---------- Material shown
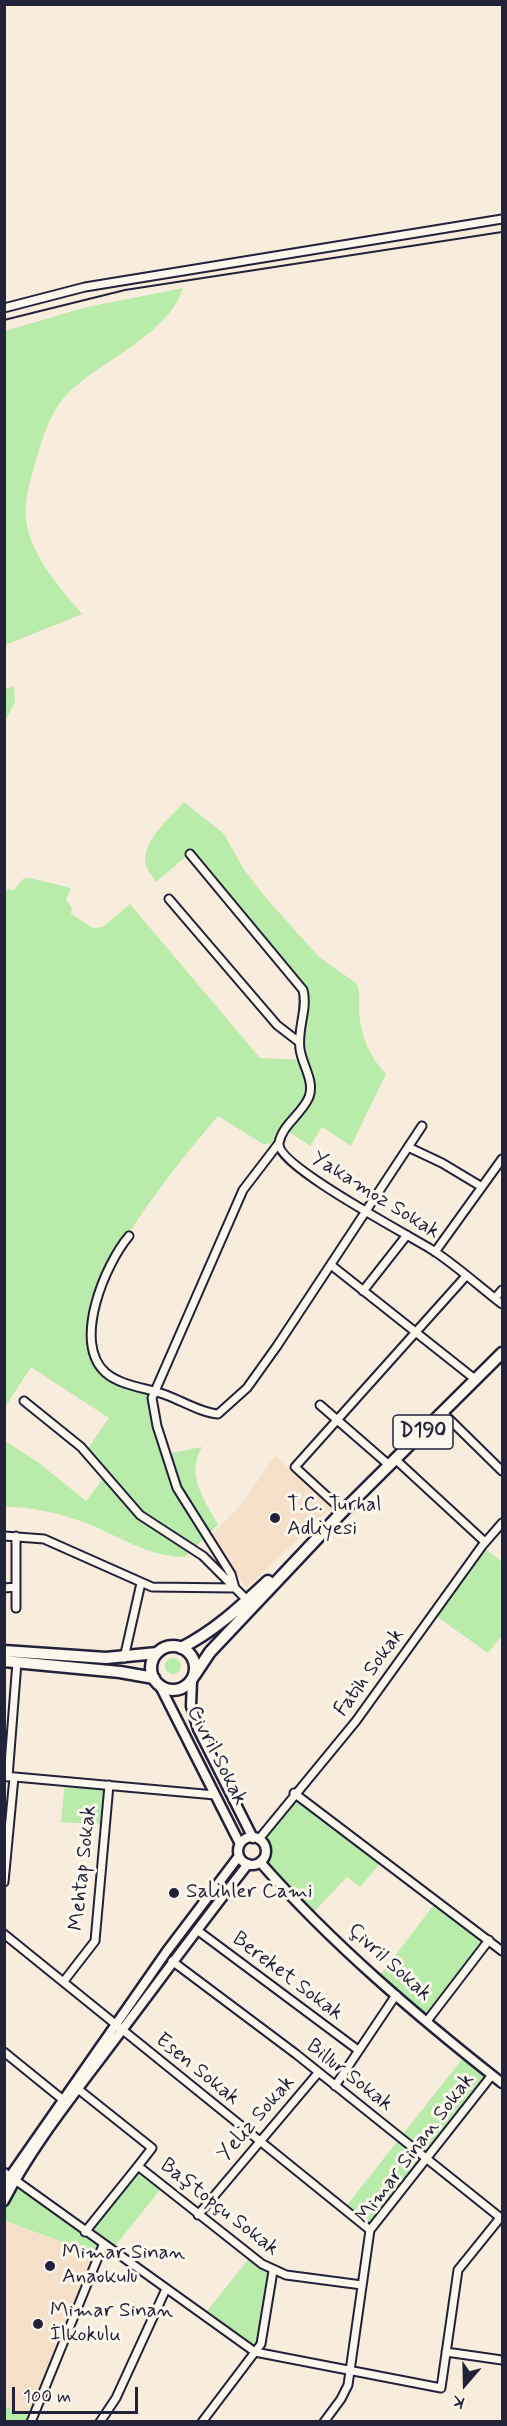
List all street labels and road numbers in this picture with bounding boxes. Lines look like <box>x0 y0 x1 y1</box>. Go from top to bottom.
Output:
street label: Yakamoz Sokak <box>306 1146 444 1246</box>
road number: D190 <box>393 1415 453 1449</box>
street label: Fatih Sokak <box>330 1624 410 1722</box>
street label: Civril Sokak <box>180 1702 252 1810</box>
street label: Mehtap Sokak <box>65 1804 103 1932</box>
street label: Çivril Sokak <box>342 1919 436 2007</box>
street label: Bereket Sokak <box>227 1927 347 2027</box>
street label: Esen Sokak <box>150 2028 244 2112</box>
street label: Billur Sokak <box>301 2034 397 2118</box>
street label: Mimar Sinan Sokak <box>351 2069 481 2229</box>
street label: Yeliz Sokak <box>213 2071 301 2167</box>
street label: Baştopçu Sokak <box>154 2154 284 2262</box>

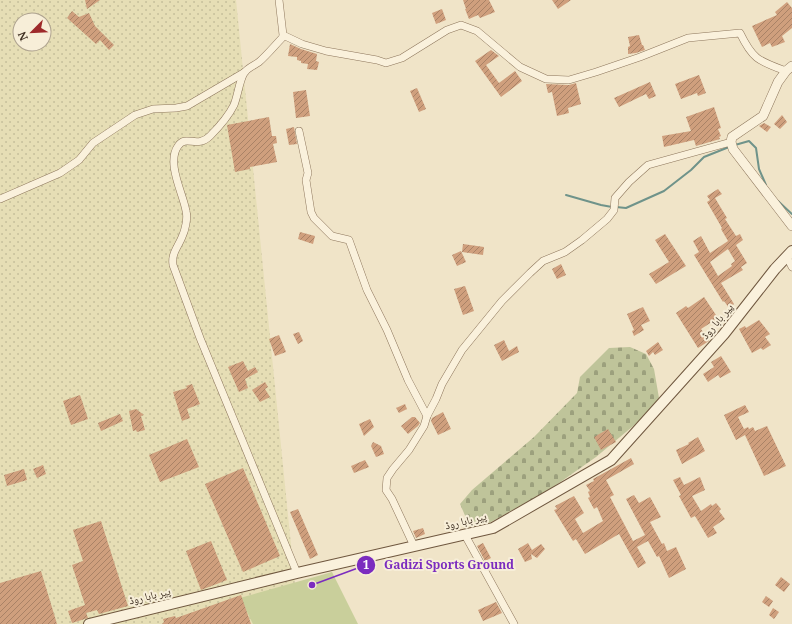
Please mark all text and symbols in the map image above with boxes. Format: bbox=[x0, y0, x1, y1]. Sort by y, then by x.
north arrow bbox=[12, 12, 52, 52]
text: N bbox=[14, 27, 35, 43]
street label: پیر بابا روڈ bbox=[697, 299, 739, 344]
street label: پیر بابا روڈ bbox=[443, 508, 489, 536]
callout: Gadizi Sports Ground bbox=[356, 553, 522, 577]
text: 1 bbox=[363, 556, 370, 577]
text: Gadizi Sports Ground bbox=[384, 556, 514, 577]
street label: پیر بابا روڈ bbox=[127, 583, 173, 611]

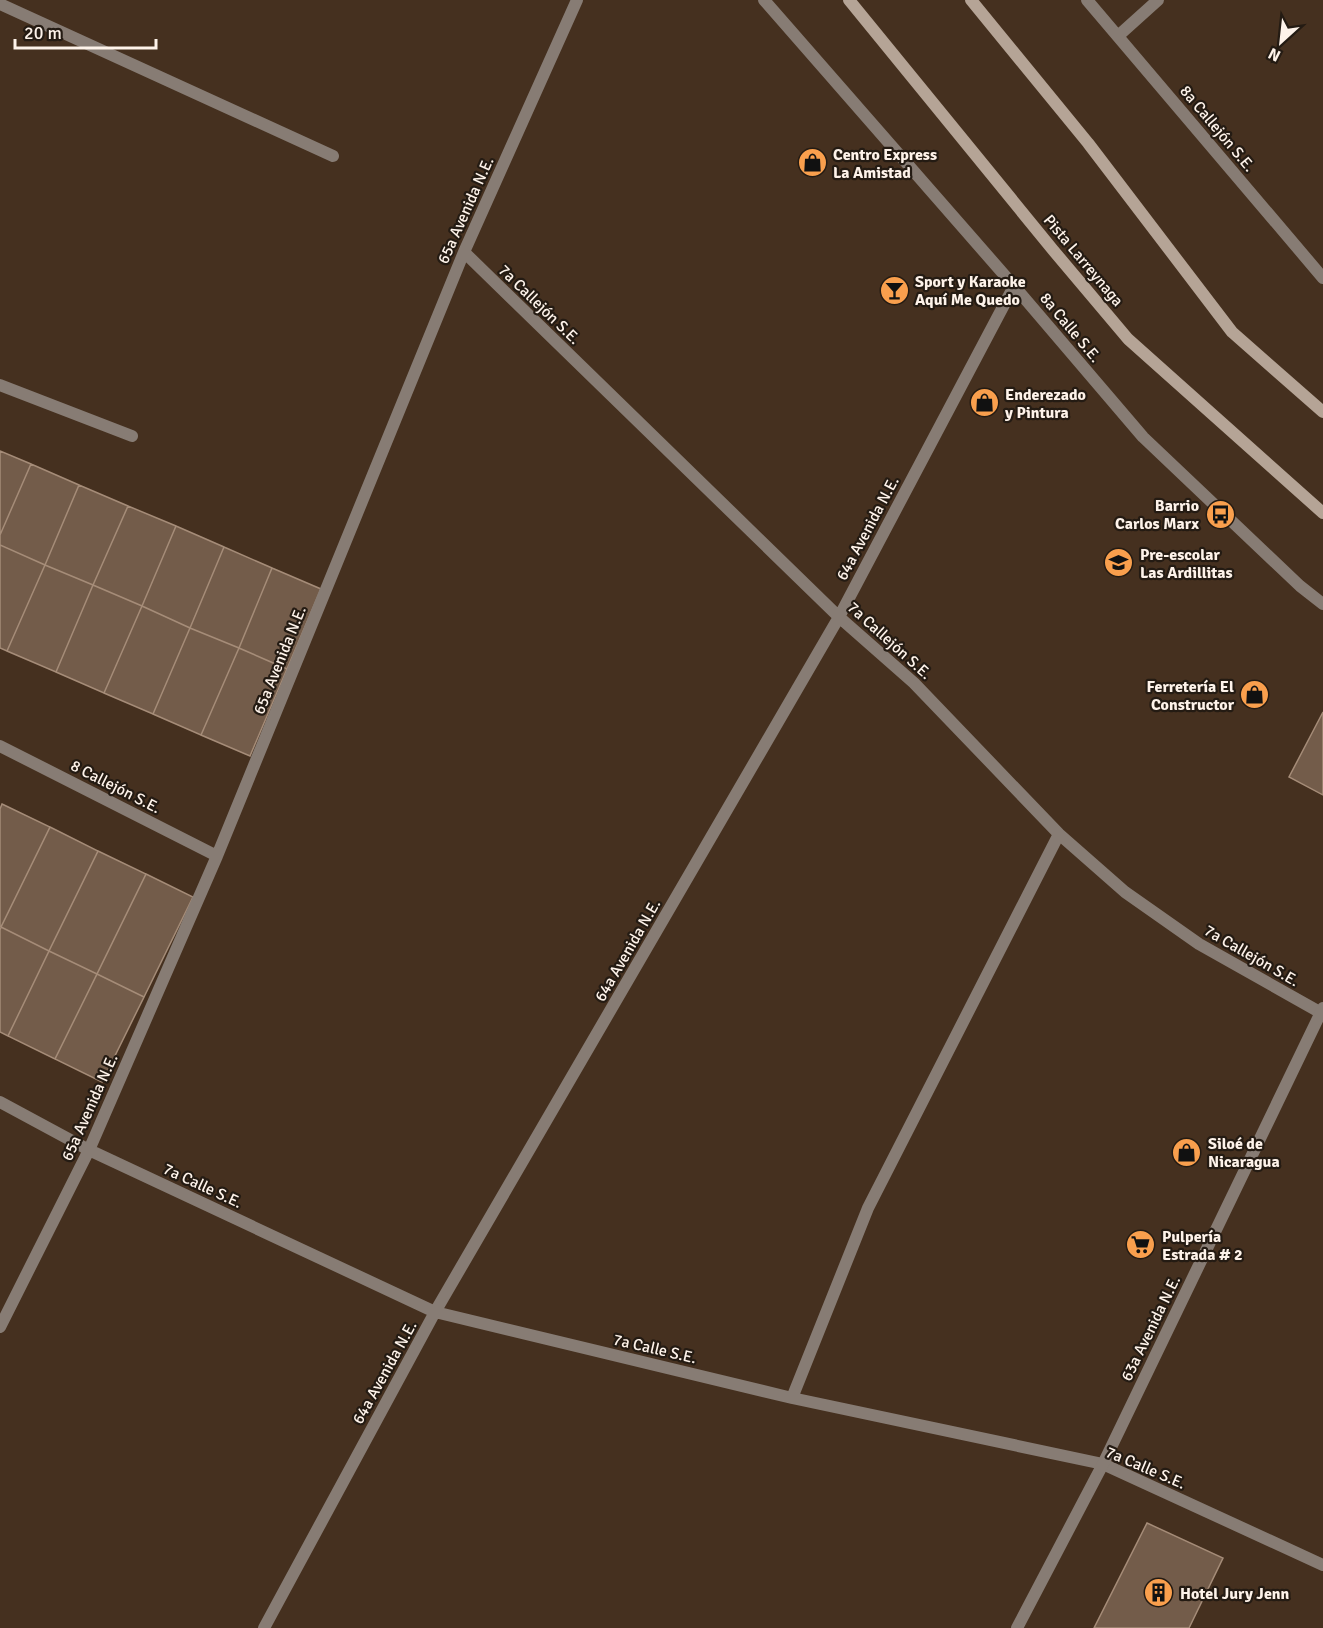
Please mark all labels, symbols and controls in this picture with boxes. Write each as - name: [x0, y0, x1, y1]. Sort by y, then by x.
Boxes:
--------------------
---------- Material shown
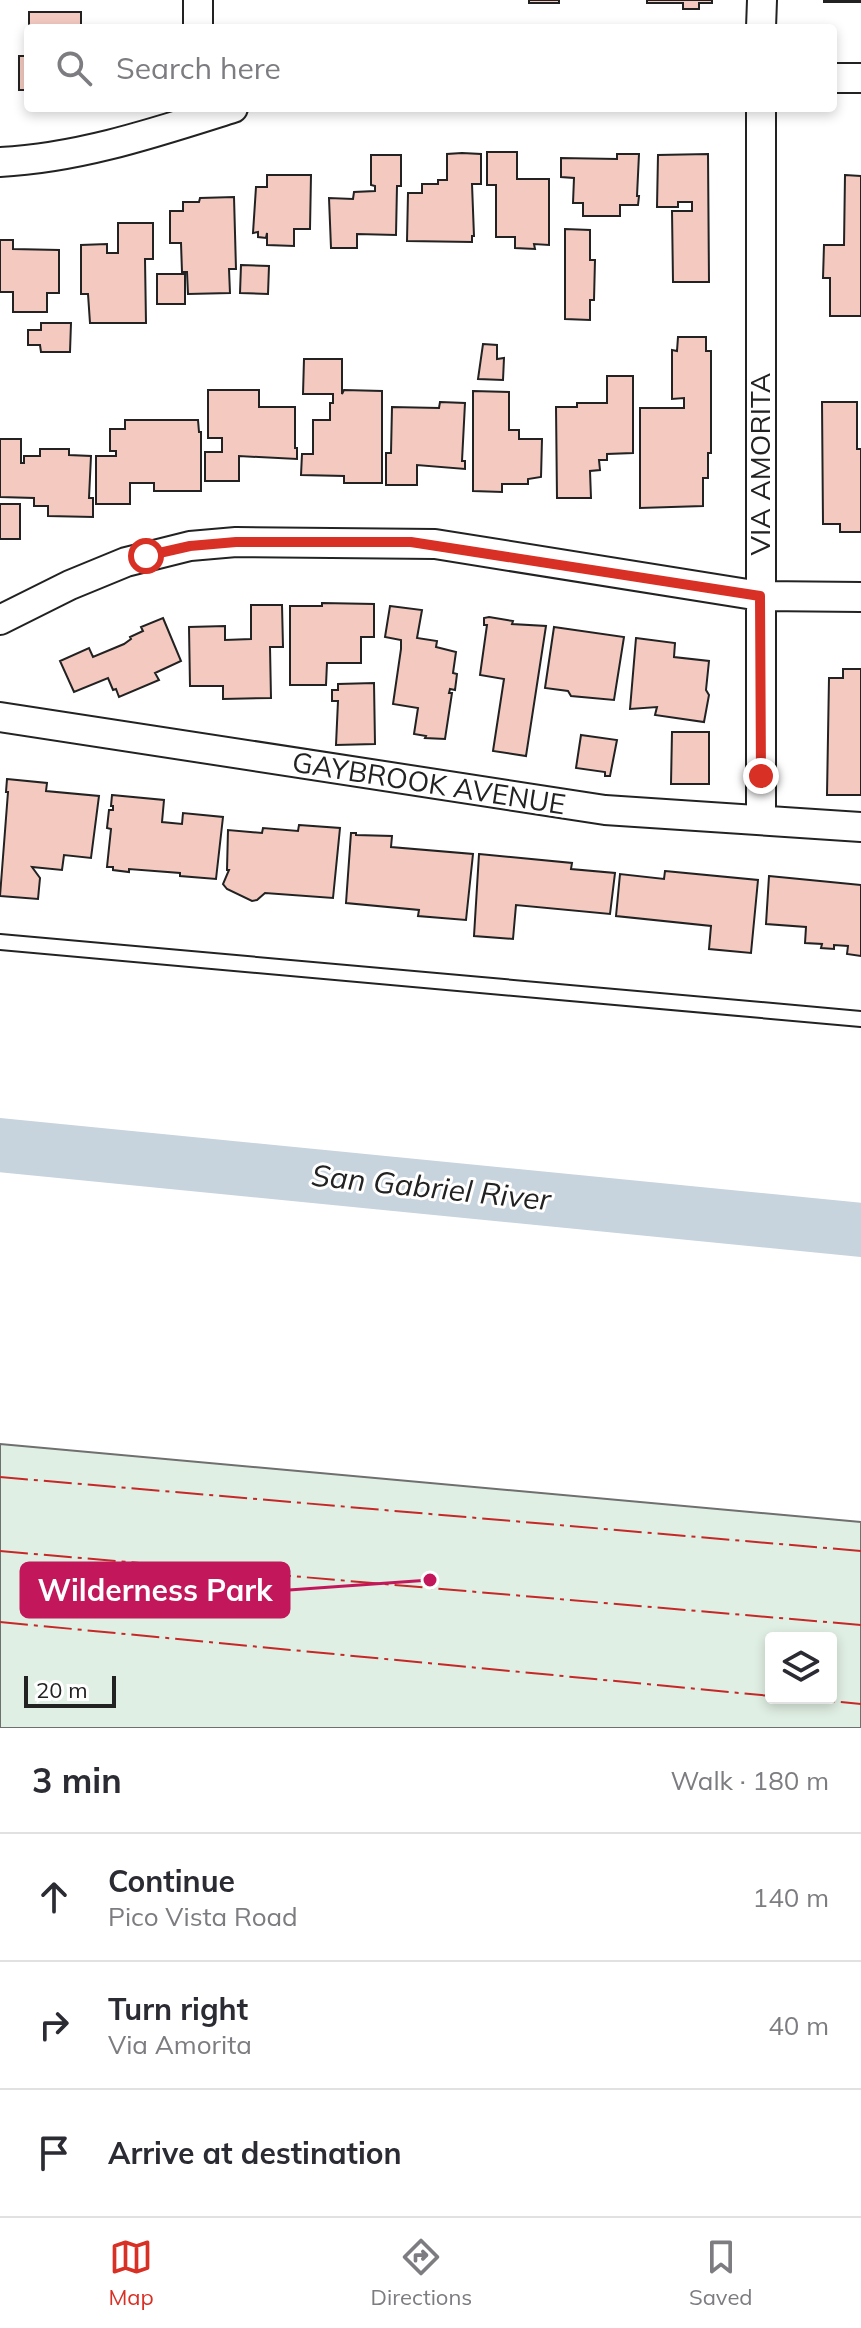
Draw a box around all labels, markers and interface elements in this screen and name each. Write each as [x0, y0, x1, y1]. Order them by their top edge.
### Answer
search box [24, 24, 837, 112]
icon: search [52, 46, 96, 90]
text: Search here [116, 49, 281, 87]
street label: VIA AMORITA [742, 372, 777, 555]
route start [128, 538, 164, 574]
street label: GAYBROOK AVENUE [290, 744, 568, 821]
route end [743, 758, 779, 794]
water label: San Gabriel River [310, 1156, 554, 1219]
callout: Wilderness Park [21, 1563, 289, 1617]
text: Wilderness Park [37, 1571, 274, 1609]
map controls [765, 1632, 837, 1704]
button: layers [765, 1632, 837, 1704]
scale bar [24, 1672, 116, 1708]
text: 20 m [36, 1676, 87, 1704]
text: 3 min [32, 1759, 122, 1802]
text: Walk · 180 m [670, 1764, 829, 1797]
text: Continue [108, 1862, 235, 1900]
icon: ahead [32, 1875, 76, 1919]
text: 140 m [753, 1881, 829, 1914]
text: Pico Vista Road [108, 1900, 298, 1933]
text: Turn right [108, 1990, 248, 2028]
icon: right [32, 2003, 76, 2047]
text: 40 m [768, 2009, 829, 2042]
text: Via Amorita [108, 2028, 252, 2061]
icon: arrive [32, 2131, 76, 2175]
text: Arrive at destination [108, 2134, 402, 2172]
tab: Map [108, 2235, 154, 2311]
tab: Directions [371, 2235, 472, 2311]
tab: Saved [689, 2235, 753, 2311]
--------------------
Please return every line of the material above that includes "each".

Final answer:
Please mark all labels, symbols and controls in this picture with boxes. Write each as - name: [x0, y0, x1, y1]. Sort by y, then by x.
Draw a box around all labels, markers and interface elements in this screen and name each. Write each as [x0, y0, x1, y1]. Order them by their top edge.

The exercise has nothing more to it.